# TASK INPUT:
-*-*-

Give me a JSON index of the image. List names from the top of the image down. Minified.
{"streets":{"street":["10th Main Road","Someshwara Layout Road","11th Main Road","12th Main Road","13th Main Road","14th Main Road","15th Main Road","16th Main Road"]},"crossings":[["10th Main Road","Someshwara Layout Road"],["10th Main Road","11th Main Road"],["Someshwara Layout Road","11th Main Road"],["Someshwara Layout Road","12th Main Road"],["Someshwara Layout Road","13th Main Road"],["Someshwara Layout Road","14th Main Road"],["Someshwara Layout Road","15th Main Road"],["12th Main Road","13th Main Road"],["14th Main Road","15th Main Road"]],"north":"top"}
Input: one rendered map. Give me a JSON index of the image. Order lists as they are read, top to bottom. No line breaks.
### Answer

-*-*-

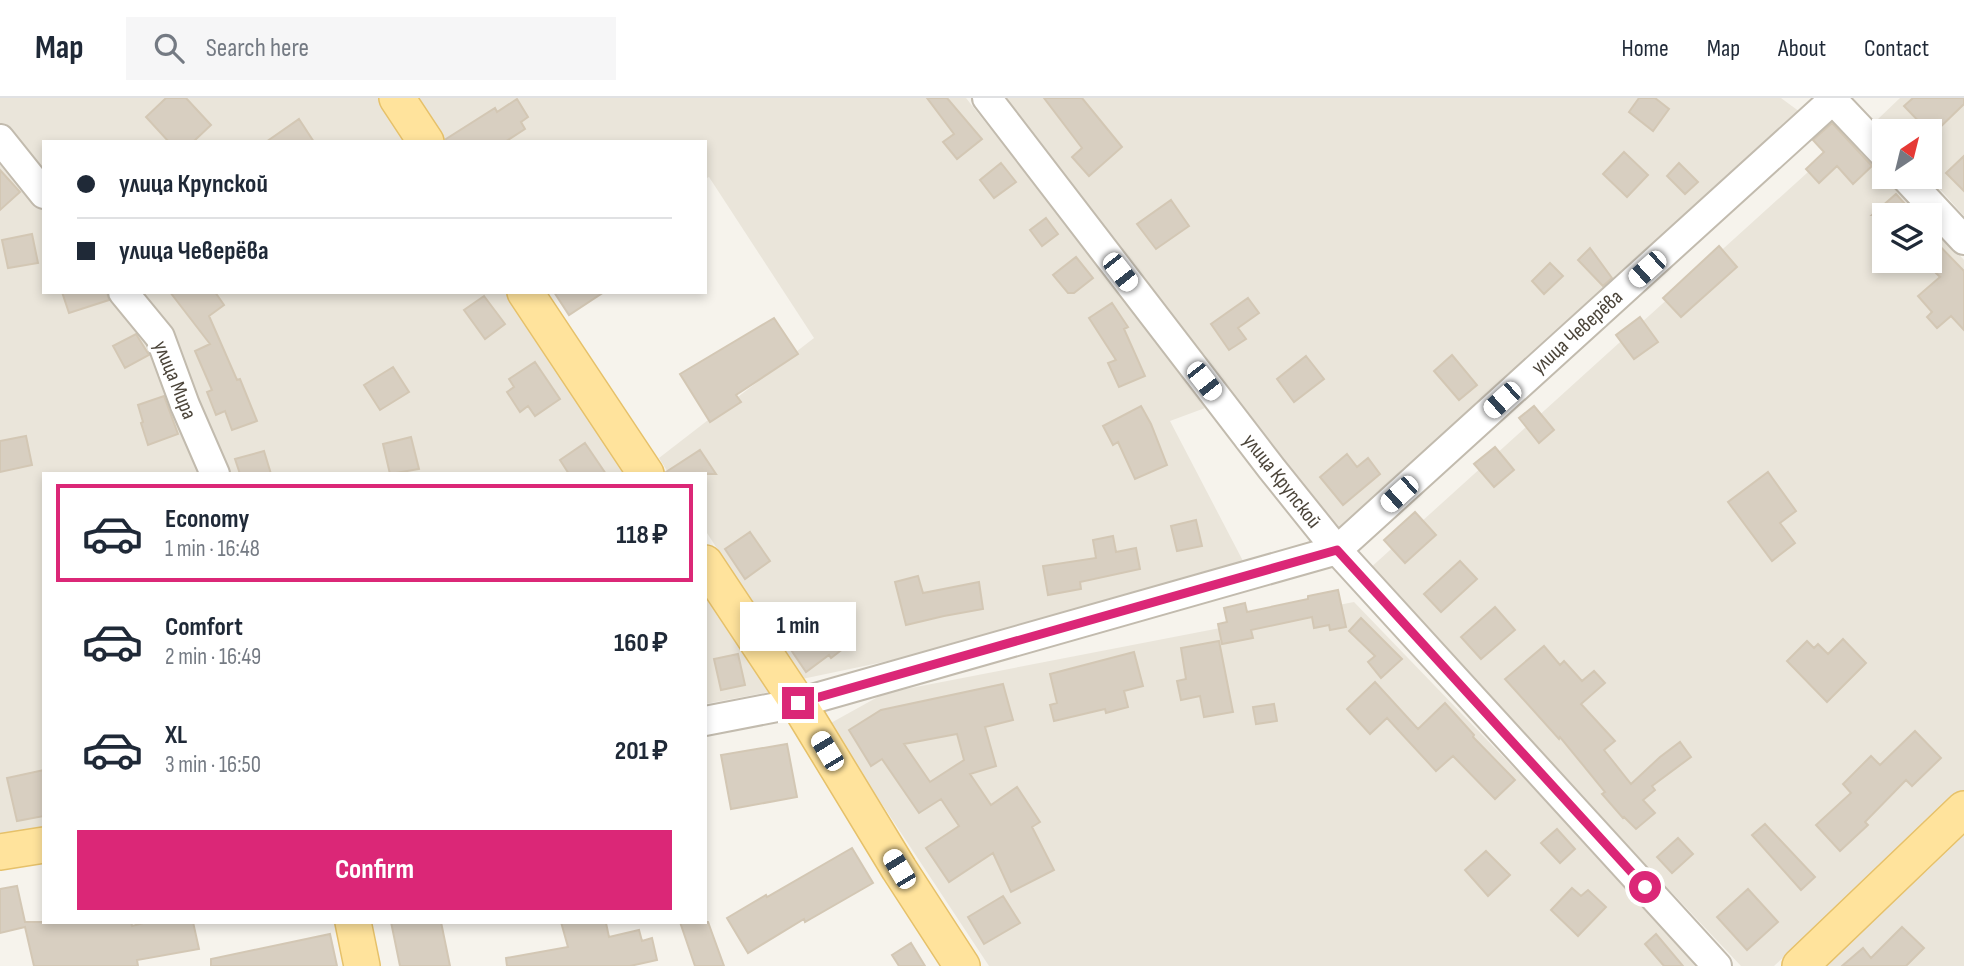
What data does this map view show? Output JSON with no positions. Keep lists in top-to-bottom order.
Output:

-*-*-

# DIRECTIONS FOR THIS TASK:
Of all the lines above, count the ones that include the string "lists" and give the number alone.

# THE COMPLETED TASK:
2